------ ENTRIES PROVIDED

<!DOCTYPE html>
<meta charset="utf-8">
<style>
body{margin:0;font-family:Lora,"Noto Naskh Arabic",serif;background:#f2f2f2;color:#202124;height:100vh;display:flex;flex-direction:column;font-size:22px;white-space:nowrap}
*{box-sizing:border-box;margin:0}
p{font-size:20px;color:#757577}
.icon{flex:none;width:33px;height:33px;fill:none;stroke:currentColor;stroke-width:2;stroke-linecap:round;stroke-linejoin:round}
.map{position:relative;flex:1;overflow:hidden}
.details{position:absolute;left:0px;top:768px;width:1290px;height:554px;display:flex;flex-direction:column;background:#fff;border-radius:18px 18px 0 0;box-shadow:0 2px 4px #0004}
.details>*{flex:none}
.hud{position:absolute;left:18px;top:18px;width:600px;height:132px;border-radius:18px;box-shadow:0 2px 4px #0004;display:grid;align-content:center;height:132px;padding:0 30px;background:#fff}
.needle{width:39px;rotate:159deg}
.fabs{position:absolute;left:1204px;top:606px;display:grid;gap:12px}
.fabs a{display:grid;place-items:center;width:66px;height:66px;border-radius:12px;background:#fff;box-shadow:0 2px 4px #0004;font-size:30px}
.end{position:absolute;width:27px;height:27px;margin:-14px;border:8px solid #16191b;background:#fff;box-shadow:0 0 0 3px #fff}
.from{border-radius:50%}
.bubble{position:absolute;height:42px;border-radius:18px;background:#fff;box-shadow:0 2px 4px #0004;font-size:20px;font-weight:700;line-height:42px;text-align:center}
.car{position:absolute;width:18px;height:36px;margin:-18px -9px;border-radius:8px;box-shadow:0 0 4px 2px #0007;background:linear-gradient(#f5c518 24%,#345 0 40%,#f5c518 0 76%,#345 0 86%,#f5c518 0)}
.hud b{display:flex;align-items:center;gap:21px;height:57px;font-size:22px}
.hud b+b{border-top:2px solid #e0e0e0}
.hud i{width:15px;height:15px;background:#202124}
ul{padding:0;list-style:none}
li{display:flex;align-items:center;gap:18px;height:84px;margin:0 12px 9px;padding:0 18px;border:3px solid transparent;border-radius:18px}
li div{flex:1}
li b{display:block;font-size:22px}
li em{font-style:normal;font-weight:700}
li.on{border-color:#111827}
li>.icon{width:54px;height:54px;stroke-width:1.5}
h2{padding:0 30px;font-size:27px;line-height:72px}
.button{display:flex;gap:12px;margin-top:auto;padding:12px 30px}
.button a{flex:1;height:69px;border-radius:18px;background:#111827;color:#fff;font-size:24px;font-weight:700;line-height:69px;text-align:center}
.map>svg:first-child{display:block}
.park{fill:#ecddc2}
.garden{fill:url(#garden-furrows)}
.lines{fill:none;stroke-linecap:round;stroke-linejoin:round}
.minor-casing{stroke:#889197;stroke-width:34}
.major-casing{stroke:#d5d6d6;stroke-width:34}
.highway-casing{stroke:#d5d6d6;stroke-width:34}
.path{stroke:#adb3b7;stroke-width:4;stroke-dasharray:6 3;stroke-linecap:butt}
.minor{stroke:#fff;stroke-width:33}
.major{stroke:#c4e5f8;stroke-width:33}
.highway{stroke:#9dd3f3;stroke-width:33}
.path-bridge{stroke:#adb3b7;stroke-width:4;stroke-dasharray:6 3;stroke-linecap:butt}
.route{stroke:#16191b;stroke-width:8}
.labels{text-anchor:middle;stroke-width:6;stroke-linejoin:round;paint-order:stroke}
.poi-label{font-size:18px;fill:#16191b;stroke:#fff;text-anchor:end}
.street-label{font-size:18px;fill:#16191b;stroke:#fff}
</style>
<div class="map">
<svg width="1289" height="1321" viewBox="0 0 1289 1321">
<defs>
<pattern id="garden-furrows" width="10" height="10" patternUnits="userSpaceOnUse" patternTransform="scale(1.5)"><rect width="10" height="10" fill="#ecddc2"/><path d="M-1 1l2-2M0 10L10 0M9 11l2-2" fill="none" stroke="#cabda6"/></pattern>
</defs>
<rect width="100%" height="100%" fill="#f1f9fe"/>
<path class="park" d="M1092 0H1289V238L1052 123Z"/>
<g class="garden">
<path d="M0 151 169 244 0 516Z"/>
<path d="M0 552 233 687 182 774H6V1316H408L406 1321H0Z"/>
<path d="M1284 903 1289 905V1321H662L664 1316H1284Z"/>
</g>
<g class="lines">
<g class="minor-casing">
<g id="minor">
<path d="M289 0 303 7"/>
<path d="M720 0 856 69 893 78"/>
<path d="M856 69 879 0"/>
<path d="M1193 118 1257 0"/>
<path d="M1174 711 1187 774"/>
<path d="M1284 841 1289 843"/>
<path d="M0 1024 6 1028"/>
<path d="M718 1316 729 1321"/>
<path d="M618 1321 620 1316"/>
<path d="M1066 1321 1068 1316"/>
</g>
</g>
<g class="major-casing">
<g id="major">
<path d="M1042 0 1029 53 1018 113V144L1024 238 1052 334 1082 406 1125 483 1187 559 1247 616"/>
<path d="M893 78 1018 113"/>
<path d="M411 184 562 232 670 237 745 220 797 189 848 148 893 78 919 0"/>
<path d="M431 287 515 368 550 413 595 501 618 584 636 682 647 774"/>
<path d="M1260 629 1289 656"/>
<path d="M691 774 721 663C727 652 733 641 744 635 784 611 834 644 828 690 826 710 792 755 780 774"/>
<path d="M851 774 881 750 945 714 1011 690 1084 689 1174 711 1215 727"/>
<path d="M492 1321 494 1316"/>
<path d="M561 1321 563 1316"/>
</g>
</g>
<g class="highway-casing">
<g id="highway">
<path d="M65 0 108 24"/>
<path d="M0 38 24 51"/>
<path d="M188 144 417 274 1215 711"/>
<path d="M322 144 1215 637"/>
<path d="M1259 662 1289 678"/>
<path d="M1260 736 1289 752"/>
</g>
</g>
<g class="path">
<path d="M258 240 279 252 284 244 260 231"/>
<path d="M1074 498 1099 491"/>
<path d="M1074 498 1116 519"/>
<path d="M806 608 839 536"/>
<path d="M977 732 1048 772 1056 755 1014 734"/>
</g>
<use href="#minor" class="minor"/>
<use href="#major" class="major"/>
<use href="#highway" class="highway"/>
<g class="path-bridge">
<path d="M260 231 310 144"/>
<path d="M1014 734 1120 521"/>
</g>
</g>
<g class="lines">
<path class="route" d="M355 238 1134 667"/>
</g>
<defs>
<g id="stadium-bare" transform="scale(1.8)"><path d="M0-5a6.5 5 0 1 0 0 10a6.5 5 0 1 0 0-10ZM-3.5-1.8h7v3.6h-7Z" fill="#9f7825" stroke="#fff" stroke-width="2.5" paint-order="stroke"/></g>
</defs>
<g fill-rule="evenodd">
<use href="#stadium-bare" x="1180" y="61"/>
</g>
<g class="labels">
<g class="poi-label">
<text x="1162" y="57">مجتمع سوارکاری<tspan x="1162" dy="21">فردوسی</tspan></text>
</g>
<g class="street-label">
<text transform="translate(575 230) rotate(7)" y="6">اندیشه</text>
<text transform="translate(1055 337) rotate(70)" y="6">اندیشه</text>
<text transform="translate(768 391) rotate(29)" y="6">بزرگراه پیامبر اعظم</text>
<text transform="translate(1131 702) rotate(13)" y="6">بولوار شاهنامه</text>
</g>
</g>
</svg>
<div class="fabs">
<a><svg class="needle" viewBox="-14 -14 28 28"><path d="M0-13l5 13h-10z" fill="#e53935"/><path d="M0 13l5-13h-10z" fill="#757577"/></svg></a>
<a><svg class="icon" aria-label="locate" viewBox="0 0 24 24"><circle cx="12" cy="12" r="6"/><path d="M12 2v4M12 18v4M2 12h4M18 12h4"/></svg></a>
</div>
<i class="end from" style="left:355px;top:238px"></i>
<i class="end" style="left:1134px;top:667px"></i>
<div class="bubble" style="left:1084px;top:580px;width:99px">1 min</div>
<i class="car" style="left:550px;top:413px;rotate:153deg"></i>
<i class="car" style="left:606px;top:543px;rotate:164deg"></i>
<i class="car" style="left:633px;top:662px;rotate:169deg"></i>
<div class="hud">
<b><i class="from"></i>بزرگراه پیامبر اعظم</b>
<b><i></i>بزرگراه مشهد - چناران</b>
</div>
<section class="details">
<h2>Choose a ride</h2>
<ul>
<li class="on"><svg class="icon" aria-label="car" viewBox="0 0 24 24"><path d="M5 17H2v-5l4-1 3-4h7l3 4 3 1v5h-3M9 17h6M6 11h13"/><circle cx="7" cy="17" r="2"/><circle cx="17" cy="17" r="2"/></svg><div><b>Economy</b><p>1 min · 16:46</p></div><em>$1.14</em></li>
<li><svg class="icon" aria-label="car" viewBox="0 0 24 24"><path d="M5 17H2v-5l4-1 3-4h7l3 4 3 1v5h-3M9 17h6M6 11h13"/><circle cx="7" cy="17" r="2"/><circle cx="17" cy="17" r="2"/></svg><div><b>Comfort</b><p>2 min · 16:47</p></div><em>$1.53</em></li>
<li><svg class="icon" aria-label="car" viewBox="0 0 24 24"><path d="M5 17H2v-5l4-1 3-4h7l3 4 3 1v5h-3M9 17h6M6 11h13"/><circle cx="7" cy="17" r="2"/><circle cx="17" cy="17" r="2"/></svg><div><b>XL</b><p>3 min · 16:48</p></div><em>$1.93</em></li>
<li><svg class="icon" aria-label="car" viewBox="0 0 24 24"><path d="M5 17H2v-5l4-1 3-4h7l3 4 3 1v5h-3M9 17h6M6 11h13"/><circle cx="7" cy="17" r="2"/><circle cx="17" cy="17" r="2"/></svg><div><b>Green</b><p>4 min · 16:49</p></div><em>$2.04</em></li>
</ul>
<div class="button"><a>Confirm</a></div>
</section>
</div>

------------

* WHAT TO WORK ON *
Going through the listing above, copy out every line that has the string "bubble".

* THE ANSWER *
.bubble{position:absolute;height:42px;border-radius:18px;background:#fff;box-shadow:0 2px 4px #0004;font-size:20px;font-weight:700;line-height:42px;text-align:center}
<div class="bubble" style="left:1084px;top:580px;width:99px">1 min</div>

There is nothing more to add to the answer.